Les formateurs, du moins lorsqu’ils se réunissent, rêvent de cohérence. Même Alain Bouvier, qui sait bien que les institutions vivent largement dans le désordre, a dénoncé hier l’incohérence entre ce qu’on exige à l’entrée de l’IUFM, au concours et au niveau de la profession proprement dite. Tout le monde sait - ou devrait savoir - qu’il ne peut guère en aller autrement dans une démocratie, que l’incohérence du politique est une condition de sa survie et qu’il renvoie nécessairement aux institutions les contradictions qu’il a pas pu ou voulu dépasser au plan des textes, du fait des rapports de force et des enjeux électoraux. Il ne sert à rien d’attendre le ministre providentiel qui va enfin y voir clair et avoir le courage de mettre le système en cohérence. Sa fonction le lui interdit, la logique du politique est laisser les institutions " se débrouiller " avec les contradictions de la société et du pouvoir. Ces incohérences conviennent à une partie des acteurs, elles ménagent à certains des zones de liberté, protègent des intérêts acquis ou masquent des incompétences. Les attribuer au système uniquement est un peu facile, il faut peut être là aussi balayer devant sa porte.

 9. Qui croit encore à l’individualisation des parcours de formation ?

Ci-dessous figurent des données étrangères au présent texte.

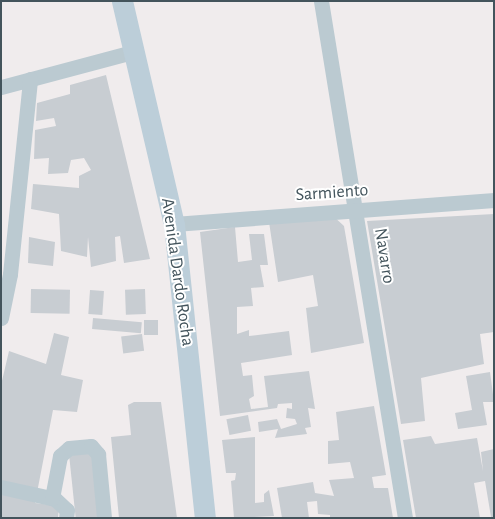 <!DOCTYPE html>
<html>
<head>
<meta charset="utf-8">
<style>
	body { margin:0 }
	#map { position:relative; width:495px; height:519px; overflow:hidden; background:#f0eced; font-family:"Alegreya Sans",sans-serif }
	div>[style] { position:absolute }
	.building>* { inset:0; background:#c8cdd2; transform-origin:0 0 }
	.street>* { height:15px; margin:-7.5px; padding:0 7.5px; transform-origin:7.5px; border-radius:7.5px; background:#bbcad1 }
	.secondary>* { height:21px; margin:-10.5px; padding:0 10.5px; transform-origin:10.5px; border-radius:10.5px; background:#bcced9 }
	span { translate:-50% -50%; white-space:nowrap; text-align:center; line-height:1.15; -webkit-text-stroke:4px #fff; paint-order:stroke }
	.street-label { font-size:18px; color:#43545c }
	.frame { position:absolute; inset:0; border:2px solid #43545c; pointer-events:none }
</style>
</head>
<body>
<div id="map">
	<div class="building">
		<div style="clip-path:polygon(106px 75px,150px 259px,124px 263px,120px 236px,115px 237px,116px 261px,91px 267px,88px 237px,87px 257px,61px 251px,59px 214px,31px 209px,33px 184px,79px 188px,79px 176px,91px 170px,84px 158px,71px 160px,68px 173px,48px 174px,49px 158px,34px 159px,35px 130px,56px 126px,54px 118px,36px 121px,37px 103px,70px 94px,70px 85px)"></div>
		<div style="clip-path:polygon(494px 214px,494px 332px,480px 334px,484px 364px,421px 378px,425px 421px,401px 424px,367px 221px)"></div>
		<div style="clip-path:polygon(332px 215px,344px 226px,364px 343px,311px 353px,306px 308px,318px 306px,313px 275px,278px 282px,269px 222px)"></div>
		<div style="clip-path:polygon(235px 227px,238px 262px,252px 260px,249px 234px,264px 234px,268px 265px,260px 265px,264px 287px,251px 288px,253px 306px,237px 307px,237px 334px,249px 330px,249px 336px,289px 331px,292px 355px,241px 363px,243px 376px,252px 375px,254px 396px,249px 399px,251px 409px,268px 407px,264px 376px,309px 371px,315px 409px,308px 408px,311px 427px,305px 428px,307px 434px,275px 438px,278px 429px,259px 432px,258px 422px,277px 419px,281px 429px,297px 424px,295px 419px,286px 418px,287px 408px,292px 409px,292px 403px,278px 404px,277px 408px,220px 416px,200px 232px)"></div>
		<div style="clip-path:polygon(29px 237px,55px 242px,53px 266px,28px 263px)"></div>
		<div style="left:31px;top:289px;width:39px;height:24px;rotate:1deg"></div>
		<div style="left:145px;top:289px;width:25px;height:20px;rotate:88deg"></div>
		<div style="left:90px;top:290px;width:14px;height:24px;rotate:4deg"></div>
		<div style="left:93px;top:318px;width:49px;height:11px;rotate:5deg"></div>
		<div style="left:144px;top:320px;width:14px;height:15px"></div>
		<div style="clip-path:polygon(54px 333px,69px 337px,61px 375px,83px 380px,77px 412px,53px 410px,35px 503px,59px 506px,58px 518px,1px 518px,1px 385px,9px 351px,46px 364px)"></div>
		<div style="left:142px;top:334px;width:17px;height:21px;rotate:83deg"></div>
		<div style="clip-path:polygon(490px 372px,494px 402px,483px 402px,487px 425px,458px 429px,455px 413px,472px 410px,466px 376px)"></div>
		<div style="clip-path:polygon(134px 402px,161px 402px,177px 518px,119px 518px,111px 437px,131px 435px,128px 405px)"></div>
		<div style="clip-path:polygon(374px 406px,386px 475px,372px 477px,374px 488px,388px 488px,393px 518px,330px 518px,330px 515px,318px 514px,317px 501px,307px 502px,309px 518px,282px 518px,277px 488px,313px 482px,315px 493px,334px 496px,329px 480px,354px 478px,350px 462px,328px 464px,328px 441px,339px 440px,336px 412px)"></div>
		<div style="left:248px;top:415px;width:16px;height:22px;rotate:79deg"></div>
		<div style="clip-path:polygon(431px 436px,435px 444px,477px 438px,483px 471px,481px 452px,494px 449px,494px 517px,491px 517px,485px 481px,474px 483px,480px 518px,416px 518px,403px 440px)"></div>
		<div style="clip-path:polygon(255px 437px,255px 503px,264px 502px,264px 494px,269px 490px,274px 516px,234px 518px,231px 481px,235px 480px,236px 473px,226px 473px,222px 440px)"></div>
		<div style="left:93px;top:453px;width:65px;height:24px;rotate:84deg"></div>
	</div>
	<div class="street">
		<div style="left:321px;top:1px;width:524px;rotate:80.77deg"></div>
		<div style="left:1px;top:87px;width:137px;rotate:-14.9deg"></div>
		<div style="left:174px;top:224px;width:321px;rotate:-4.3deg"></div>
		<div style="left:1px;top:318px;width:45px;rotate:-78.4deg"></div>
		<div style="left:10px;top:274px;width:196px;rotate:-84.1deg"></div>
		<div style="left:1px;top:487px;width:55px;rotate:12.5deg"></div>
		<div style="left:55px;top:499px;width:16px;rotate:43deg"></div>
		<div style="left:67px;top:510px;width:8px;rotate:97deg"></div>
		<div style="left:52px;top:498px;width:43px;rotate:-79.2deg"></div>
		<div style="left:60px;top:456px;width:12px;rotate:-42deg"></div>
		<div style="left:69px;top:448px;width:22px;rotate:-5deg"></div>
		<div style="left:91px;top:446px;width:11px;rotate:49deg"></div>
		<div style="left:98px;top:454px;width:64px;rotate:84.6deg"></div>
	</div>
	<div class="secondary">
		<div style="left:122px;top:1px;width:229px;rotate:76.9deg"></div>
		<div style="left:174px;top:224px;width:296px;rotate:84deg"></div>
	</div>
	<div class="street-label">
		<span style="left:332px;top:193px;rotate:-4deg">Sarmiento</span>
		<span style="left:384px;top:256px;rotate:81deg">Navarro</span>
		<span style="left:177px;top:272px;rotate:82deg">Avenida Dardo Rocha</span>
	</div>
	<div class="frame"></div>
</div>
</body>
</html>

C’était le thème des dernières Assises 1993, Jacqueline Lacotte l’a rappelé hier matin. C’était la seule apparition de ce concept et de cette préoccupation dans la journée d’hier. Alors, est-ce un problème résolu ou un deuil définitif ? C’est une absence criante, en tout cas.

On peut l’interpréter comme une difficulté à passer d’une logique d’enseignement à une logique de formation. Pour un formateur d’adultes, l’individualisation des parcours est la règle. Pour un enseignant, c’est le contraire. L’individualisation apparaît une rupture avec l’équité formelle, une complication de la gestion de l’institution, une exception coûteuse, un renoncement à exercer un pouvoir sur un groupe. En formation d’adultes, le bilan individuel de compétences et l’itinéraire personnalisé semblent les seules façons de tenir compte de la réalité.

 10. Et la culture, dans tout ça ?

Lors de la création des IUFM, on a beaucoup parlé des trois cultures qu’il fallait réunir, celle des écoles Normales, celle des centres de préparation au CAPES requis pour enseigner dans les collèges et lycées et celle des ENNA, préparant à l’enseignement en lycée professionnel. On a moins parlé de la culture des universités, pourtant elle est aussi présente. Les IUFM ont fonctionné comme un melting pot en quête d’une culture commune capable de fédérer des formateurs et des responsables issus de traditions forts différentes.

Aujourd’hui, quelle est la " culture IUFM ", existe-t-elle, quel est son noyau dur ? On peut suggérer qu’elle se situe entre la culture des établissements scolaires et une culture universitaire. Peut être, par moment, les IUFM prennent-ils la plus mauvaise part des deux… Dans un établissement scolaire, chaque professeur s’acquitte de son service et rentre chez soi, selon des horaires bien établis. Il a peu d’interaction avec ses collègues, l’administration lui attribue des élèves et, du même coup, les lui garantit sans l’exposer a aucune compétition. Il peut n’investir aucun temps, aucune énergie dans la gestion de l’ensemble, se borner à faire son travail et à s’en aller. On peut aussi fonctionner de la sorte à l’université, mais une partie de la gestion reste collective et la nécessité de publier ou d’intervenir dans des congrès oblige, sinon à dire ce qu’on fait, du moins à exposer ses idées et à se confronter à celles des autres, au moins dans sa discipline. Dans les IUFM coexistent donc des enseignants-chercheurs issus de l’université et des enseignants issus des écoles, collèges et lycées. Ils participent de cultures administratives différentes, dans lesquelles le rôle de la direction et les modes de décision ne sont pas les mêmes. Comment se fait la rencontre de la culture scolaire et de la culture universitaire ?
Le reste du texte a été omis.